Saved entries:
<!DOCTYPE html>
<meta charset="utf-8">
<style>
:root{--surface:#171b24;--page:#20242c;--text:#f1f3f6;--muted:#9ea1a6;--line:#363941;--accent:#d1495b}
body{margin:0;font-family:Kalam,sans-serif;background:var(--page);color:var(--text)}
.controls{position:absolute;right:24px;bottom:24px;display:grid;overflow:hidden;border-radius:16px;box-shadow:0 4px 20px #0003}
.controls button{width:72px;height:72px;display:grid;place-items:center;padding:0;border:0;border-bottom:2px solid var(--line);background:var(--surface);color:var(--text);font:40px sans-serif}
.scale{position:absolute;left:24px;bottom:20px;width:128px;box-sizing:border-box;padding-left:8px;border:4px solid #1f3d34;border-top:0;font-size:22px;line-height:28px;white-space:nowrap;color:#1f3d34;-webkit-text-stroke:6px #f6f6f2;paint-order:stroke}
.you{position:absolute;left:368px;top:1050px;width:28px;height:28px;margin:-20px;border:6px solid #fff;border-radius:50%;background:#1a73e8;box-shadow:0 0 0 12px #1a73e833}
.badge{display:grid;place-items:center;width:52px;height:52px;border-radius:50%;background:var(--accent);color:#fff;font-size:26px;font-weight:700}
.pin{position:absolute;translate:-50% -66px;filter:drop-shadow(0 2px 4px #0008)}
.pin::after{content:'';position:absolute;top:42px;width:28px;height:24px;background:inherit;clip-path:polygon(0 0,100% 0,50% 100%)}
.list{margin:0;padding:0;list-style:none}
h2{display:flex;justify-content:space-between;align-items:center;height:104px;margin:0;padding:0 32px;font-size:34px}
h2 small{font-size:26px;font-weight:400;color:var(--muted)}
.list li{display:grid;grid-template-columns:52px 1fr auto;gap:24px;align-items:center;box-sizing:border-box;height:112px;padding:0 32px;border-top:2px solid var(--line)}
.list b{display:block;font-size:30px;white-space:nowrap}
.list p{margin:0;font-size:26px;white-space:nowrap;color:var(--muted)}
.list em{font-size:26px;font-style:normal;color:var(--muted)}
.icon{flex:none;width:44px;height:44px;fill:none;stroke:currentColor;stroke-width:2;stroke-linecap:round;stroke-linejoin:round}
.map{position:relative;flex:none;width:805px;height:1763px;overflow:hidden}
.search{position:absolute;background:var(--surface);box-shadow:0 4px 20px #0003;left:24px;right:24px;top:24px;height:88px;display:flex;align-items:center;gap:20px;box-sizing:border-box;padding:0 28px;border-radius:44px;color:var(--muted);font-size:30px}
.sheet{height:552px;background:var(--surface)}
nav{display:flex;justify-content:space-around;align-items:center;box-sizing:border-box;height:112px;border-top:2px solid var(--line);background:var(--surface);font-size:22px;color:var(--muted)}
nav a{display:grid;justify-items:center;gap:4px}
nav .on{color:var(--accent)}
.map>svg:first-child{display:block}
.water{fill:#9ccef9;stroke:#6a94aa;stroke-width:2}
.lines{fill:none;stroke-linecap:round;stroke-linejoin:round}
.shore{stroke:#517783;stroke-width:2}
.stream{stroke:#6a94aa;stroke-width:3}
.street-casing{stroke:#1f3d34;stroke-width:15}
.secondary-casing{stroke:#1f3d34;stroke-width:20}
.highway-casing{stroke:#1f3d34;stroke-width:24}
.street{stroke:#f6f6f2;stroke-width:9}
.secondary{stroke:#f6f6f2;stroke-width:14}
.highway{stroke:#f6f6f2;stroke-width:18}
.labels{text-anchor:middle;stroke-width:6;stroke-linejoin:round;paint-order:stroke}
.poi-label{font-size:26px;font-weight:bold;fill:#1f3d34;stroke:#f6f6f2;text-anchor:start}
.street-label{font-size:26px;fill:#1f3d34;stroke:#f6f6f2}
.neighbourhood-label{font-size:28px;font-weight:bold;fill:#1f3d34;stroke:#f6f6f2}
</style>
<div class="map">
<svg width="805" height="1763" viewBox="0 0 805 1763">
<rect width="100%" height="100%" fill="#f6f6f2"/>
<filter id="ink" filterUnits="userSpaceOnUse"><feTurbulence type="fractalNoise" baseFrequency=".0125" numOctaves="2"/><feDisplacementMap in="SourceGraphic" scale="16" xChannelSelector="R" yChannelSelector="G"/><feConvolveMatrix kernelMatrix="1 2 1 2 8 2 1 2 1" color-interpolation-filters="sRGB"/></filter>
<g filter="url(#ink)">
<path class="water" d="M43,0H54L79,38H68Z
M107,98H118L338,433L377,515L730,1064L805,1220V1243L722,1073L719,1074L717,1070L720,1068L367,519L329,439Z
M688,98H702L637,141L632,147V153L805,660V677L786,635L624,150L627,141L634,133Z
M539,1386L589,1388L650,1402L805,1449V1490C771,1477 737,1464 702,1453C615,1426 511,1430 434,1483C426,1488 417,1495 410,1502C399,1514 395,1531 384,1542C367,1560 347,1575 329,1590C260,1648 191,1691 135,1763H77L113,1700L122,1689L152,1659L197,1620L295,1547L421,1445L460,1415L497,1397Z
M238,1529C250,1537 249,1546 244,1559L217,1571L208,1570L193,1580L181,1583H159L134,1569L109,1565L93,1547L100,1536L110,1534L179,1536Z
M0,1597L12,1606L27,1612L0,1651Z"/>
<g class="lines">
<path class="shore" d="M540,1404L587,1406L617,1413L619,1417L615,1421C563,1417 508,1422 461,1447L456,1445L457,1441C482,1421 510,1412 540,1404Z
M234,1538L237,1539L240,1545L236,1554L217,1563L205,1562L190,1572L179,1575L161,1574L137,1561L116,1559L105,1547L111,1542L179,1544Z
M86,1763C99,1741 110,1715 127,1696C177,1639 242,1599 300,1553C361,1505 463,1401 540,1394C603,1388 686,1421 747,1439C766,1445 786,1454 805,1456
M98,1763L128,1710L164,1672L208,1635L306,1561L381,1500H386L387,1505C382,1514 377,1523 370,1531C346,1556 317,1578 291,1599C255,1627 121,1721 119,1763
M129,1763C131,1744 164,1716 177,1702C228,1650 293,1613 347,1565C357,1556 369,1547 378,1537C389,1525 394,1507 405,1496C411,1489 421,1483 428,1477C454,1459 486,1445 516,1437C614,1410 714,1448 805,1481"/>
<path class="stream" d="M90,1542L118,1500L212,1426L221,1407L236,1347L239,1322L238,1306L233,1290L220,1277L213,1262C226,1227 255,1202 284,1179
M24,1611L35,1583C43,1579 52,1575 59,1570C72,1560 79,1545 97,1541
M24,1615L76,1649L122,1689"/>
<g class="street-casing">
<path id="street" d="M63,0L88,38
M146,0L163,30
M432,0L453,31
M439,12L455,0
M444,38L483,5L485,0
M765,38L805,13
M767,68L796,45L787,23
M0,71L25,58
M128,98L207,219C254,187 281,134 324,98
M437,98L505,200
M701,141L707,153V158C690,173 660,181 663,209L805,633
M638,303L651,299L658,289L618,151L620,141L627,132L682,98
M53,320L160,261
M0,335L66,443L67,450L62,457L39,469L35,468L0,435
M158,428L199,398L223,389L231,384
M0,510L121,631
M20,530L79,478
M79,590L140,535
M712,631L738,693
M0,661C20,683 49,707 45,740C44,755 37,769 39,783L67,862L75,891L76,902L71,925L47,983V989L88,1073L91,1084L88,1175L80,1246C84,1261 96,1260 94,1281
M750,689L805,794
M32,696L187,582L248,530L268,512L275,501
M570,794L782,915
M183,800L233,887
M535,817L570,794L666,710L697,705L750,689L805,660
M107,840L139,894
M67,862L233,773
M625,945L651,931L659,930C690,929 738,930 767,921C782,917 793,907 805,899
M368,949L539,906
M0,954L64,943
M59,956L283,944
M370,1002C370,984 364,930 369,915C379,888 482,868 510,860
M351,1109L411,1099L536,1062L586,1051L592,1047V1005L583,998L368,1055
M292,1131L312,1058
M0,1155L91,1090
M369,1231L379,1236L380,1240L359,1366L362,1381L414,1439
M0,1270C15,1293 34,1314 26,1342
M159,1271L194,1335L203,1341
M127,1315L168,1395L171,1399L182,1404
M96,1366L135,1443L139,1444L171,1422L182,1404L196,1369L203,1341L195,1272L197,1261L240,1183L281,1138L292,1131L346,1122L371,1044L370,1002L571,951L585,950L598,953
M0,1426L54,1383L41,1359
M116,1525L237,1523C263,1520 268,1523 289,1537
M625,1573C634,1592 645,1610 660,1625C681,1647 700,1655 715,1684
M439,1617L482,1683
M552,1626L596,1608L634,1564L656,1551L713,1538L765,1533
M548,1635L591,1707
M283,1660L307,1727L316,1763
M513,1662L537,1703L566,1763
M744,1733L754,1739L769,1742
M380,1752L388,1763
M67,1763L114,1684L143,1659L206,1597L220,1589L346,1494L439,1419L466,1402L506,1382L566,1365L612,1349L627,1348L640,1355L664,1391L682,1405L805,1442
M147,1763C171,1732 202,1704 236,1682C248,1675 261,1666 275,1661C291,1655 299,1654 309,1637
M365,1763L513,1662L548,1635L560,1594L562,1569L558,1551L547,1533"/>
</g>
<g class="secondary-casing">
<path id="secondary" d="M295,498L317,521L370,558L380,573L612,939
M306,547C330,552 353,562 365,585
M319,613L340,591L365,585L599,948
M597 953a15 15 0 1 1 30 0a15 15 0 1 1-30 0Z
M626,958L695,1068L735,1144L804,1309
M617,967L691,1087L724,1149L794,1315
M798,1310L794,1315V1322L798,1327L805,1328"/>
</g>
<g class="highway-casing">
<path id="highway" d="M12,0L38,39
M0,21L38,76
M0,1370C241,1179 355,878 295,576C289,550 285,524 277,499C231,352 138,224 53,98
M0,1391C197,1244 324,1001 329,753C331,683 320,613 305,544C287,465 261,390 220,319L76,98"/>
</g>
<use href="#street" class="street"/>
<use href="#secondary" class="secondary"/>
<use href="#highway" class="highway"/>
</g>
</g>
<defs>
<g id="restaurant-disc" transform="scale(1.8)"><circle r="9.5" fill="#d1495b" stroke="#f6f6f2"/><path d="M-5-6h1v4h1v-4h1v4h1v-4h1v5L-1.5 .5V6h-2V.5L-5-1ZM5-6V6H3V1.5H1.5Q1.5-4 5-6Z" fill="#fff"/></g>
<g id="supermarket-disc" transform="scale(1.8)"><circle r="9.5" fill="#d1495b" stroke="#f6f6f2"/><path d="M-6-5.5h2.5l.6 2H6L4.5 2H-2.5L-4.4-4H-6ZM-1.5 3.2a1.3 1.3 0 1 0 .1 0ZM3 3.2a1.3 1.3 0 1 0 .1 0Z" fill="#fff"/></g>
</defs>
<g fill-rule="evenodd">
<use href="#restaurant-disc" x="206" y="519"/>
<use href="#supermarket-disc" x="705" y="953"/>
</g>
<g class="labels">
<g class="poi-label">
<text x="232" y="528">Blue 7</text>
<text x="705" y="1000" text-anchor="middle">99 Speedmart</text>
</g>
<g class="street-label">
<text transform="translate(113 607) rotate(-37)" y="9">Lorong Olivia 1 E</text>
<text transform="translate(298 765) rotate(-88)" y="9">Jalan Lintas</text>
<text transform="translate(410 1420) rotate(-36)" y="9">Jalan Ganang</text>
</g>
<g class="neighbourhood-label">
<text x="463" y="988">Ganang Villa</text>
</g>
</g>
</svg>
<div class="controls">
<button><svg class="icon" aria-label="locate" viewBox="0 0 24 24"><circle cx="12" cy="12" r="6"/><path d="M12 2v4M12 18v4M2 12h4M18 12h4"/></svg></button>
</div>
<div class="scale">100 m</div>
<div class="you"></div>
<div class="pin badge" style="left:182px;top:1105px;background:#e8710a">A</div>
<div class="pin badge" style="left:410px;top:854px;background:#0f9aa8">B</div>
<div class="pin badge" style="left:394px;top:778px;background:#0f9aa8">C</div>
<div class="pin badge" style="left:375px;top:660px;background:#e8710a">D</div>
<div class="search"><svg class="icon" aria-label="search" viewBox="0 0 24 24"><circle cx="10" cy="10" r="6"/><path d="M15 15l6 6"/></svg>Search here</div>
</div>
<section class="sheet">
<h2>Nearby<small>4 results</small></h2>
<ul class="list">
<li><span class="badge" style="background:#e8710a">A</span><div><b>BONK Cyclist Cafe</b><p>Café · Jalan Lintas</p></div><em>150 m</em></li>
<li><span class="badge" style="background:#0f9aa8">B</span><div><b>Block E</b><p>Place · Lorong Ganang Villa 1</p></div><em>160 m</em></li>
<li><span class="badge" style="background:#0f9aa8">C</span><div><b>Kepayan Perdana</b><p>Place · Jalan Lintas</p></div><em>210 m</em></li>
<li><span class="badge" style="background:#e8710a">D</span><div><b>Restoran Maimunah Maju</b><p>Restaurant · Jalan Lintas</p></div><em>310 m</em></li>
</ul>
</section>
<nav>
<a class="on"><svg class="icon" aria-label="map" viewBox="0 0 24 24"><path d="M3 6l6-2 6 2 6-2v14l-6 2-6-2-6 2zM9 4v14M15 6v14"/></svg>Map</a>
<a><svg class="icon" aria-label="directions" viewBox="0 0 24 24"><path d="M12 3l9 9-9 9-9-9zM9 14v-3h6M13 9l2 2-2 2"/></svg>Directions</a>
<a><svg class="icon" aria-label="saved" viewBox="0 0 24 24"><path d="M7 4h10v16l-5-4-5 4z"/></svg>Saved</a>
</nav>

### What you need to do:
Wherever the word "grid" occurs in the data above, copy the line it sits in.

### Answer to this exercise:
.controls{position:absolute;right:24px;bottom:24px;display:grid;overflow:hidden;border-radius:16px;box-shadow:0 4px 20px #0003}
.controls button{width:72px;height:72px;display:grid;place-items:center;padding:0;border:0;border-bottom:2px solid var(--line);background:var(--surface);color:var(--text);font:40px sans-serif}
.badge{display:grid;place-items:center;width:52px;height:52px;border-radius:50%;background:var(--accent);color:#fff;font-size:26px;font-weight:700}
.list li{display:grid;grid-template-columns:52px 1fr auto;gap:24px;align-items:center;box-sizing:border-box;height:112px;padding:0 32px;border-top:2px solid var(--line)}
nav a{display:grid;justify-items:center;gap:4px}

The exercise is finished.